In Huber v. Way, 2014 ONSC 6535 (CanLII), Mr Justice Patrick J. Flynn was dealing with costs of a simplified procedure case in which, to his dismay, the trial had lasted eight days. He had given judgment to the plaintiff for $134,994.40 and had found the defendant to be neither credible or reliable.

Although Justice Flynn said that he had been tempted to order full indemnity costs against the defendant, he reminded himself that “costs must still be reasonable”.

The first item that he disallowed was fees or disbursements relating to “legal research”: “[I]t is safe to say that lawyers are presumed to know the law and I would eliminate all time and expenses identified as ‘legal research’.”
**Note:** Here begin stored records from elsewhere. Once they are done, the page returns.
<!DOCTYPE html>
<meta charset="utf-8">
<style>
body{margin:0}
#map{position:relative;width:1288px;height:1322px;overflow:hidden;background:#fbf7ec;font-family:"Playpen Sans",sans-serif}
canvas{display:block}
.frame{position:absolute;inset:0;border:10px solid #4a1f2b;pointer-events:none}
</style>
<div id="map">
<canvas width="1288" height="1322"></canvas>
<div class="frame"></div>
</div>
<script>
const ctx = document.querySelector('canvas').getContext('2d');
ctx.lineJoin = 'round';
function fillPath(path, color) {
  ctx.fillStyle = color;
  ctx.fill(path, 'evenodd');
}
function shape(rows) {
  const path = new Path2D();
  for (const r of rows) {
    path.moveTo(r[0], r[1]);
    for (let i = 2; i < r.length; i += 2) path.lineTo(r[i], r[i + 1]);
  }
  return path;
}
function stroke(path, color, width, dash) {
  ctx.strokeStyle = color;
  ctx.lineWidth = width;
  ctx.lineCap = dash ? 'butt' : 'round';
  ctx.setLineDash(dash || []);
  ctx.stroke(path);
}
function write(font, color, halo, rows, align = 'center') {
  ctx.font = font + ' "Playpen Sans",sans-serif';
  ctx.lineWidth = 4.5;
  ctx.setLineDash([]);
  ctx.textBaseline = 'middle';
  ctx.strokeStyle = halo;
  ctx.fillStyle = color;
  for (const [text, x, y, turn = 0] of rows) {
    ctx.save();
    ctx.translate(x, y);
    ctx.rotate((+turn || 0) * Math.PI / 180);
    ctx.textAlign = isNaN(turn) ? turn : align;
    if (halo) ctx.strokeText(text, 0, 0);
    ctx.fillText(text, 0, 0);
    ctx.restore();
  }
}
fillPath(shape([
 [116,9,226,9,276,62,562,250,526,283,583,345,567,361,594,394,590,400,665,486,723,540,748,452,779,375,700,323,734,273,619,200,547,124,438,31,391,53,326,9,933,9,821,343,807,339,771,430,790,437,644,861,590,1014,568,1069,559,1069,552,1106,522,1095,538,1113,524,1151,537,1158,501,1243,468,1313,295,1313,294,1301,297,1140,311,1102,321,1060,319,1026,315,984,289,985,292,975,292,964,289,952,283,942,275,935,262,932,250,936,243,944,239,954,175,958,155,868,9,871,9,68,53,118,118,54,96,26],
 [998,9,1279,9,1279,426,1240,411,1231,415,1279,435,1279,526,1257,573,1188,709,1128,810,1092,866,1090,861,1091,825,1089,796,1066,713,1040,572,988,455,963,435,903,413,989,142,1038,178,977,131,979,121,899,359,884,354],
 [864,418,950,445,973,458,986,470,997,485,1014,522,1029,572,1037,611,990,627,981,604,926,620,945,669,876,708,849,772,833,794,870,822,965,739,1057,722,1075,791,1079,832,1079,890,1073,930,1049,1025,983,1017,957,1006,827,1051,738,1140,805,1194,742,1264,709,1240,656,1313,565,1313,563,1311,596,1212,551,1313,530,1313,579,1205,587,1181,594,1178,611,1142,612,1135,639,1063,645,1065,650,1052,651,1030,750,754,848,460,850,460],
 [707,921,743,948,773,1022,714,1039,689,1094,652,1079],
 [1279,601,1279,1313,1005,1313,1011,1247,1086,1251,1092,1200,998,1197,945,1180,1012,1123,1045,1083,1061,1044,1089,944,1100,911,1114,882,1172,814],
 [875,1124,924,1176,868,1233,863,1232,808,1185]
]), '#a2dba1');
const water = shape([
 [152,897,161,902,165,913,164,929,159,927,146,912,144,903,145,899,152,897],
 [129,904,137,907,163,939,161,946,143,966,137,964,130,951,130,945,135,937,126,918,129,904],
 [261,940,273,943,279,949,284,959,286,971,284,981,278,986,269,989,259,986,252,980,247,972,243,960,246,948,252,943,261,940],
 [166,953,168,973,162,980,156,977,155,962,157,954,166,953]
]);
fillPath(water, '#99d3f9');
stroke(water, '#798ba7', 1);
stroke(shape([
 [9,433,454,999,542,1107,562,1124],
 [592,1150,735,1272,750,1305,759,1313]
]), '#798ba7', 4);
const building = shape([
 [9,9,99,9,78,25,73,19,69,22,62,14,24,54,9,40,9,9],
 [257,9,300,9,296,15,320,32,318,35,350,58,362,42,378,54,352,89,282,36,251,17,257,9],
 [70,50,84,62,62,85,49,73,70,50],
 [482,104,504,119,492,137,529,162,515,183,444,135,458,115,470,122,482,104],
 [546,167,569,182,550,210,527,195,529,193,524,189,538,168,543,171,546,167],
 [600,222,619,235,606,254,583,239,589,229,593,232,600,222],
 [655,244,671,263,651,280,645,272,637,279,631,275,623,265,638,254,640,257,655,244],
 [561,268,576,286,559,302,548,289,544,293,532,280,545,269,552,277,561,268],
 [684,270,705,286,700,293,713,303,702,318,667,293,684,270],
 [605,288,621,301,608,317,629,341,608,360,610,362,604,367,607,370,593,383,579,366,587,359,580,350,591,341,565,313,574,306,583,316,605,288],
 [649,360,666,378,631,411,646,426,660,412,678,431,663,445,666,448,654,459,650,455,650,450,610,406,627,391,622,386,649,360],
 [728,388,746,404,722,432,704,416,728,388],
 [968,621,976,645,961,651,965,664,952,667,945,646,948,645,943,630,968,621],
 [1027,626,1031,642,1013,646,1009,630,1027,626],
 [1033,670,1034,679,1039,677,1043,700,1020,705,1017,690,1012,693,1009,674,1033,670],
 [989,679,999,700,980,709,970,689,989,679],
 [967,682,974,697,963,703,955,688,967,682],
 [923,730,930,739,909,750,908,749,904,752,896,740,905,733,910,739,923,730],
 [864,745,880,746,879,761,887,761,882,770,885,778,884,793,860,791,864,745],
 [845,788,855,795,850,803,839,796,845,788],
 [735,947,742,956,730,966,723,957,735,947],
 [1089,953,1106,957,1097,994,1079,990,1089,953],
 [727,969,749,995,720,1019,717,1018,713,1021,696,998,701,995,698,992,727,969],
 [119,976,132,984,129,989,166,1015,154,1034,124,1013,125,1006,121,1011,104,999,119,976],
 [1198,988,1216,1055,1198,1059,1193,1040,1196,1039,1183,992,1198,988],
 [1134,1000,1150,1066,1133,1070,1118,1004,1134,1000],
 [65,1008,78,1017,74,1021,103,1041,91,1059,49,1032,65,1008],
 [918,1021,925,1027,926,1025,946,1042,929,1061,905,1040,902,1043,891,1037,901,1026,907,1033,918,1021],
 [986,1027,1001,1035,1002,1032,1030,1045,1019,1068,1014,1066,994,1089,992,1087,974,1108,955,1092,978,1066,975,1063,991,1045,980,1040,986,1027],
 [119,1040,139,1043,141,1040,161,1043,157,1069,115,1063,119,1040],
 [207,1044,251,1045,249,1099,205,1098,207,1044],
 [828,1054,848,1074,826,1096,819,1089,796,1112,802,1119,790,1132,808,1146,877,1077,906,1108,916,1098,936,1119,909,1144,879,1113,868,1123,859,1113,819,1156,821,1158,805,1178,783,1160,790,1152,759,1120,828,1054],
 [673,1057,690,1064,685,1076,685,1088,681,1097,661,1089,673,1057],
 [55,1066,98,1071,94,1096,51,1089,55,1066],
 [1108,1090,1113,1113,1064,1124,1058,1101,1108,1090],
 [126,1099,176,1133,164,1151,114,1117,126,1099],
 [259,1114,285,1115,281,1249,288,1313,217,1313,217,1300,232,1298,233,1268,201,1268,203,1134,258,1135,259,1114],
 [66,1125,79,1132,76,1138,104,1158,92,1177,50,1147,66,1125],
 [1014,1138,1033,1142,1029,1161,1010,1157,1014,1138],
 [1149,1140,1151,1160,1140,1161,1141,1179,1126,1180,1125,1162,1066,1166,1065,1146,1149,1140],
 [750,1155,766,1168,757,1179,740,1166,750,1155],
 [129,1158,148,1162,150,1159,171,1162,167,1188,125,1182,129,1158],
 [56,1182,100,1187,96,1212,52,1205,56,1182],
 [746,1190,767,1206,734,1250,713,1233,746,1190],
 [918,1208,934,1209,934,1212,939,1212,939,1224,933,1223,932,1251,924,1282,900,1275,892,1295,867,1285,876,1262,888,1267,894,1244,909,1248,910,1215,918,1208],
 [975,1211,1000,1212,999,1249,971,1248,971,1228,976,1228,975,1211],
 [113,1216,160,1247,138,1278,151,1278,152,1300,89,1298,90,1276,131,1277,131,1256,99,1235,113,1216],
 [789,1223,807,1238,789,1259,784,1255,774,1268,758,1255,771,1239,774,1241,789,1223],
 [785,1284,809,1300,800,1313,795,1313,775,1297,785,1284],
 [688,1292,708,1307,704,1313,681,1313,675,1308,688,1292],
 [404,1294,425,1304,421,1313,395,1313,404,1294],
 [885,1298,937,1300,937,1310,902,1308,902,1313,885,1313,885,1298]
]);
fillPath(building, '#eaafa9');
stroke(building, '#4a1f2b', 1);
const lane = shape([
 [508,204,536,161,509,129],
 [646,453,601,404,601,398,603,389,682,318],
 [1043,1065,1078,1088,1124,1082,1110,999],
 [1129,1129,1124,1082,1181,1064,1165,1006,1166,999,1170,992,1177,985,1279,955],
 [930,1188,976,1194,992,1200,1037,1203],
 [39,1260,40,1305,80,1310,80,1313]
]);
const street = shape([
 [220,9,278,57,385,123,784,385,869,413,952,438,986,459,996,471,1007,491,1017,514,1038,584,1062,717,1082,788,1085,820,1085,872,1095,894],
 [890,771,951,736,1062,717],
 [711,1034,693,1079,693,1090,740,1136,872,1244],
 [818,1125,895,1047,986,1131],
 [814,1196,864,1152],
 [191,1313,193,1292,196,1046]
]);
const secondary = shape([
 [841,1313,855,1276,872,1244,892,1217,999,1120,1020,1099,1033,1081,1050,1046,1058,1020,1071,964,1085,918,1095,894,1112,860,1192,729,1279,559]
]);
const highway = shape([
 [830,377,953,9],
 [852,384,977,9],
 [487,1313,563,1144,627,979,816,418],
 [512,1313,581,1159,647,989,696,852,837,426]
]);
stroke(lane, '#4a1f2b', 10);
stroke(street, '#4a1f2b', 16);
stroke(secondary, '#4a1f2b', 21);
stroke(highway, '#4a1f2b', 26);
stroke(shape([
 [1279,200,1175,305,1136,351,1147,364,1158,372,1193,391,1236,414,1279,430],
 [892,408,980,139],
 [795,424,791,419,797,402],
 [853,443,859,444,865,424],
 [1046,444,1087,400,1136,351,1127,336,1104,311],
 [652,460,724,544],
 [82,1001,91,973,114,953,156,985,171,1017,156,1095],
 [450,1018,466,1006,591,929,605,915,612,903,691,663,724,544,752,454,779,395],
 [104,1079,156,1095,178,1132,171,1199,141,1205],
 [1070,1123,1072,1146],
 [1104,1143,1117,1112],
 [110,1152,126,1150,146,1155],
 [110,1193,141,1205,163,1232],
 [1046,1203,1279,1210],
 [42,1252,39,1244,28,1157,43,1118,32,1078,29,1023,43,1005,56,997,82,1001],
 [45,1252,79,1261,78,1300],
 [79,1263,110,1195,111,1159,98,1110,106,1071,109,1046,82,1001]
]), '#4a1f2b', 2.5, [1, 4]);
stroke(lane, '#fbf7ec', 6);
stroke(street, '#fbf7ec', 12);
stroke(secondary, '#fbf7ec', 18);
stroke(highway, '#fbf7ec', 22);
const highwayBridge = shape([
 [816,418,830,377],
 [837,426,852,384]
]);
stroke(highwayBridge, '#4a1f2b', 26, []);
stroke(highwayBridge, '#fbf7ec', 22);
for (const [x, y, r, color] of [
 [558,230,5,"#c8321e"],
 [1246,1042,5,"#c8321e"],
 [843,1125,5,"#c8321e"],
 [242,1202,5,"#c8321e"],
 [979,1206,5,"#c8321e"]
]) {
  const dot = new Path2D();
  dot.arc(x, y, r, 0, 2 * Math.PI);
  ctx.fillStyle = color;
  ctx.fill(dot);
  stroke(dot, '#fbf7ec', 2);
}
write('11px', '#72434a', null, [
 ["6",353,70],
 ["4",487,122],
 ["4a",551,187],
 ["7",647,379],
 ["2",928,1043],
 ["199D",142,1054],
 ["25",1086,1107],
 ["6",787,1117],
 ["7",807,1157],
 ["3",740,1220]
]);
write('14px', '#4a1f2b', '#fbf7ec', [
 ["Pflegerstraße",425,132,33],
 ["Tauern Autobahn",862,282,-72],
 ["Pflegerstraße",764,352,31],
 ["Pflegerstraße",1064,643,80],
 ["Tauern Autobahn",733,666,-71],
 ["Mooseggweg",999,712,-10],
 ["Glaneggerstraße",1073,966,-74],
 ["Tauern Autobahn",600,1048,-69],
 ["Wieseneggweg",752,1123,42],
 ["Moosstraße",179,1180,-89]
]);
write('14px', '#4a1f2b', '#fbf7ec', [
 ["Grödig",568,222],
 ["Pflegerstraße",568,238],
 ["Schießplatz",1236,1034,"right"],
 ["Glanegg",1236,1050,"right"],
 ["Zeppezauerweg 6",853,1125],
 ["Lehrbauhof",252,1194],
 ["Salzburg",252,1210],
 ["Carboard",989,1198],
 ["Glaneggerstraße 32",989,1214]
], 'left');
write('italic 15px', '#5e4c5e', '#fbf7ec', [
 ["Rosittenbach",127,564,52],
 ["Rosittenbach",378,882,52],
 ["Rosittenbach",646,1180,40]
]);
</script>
The fees of the winning plaintiff’s counsel were cut back again, this time because he was from Toronto and the trial had taken place in Kitchener:

[20] When Boucher says “reasonable” as in “fair and reasonable” and within the “reasonable expectations of the losing party”, that definition of reasonableness must include a consideration of the legal marketplace where the proceedings were conducted.

[21] Mr. Wortzman is from Toronto. This case was conducted in Kitchener. There is a world of difference in those 100 kilometres as to what the market will bear.

[22] Mr. Wortzman’s actual hourly rate is set out as $650 before September 1, 2013 and $700 thereafter. He is 20 years to the bar. Those are rates which local counsel of similar experience could never demand.

[23] While Mr. Huber was certainly entitled to choose his own counsel for this case, it must be said that there are fine lawyers in Waterloo Region capable of conducting this Plaintiff’s case and able to do it for much less than Mr. Wortzman, while obtaining the same or similar results.

(In 2009, I posted about a decision of Mr. Justice McNamara, now our Regional Senior Justice, that was to similar effect. It was later followed by Justice Heidi Polowin in Young v. RBC Dominion Securities, 2009 CanLII 7181 (ON SC).)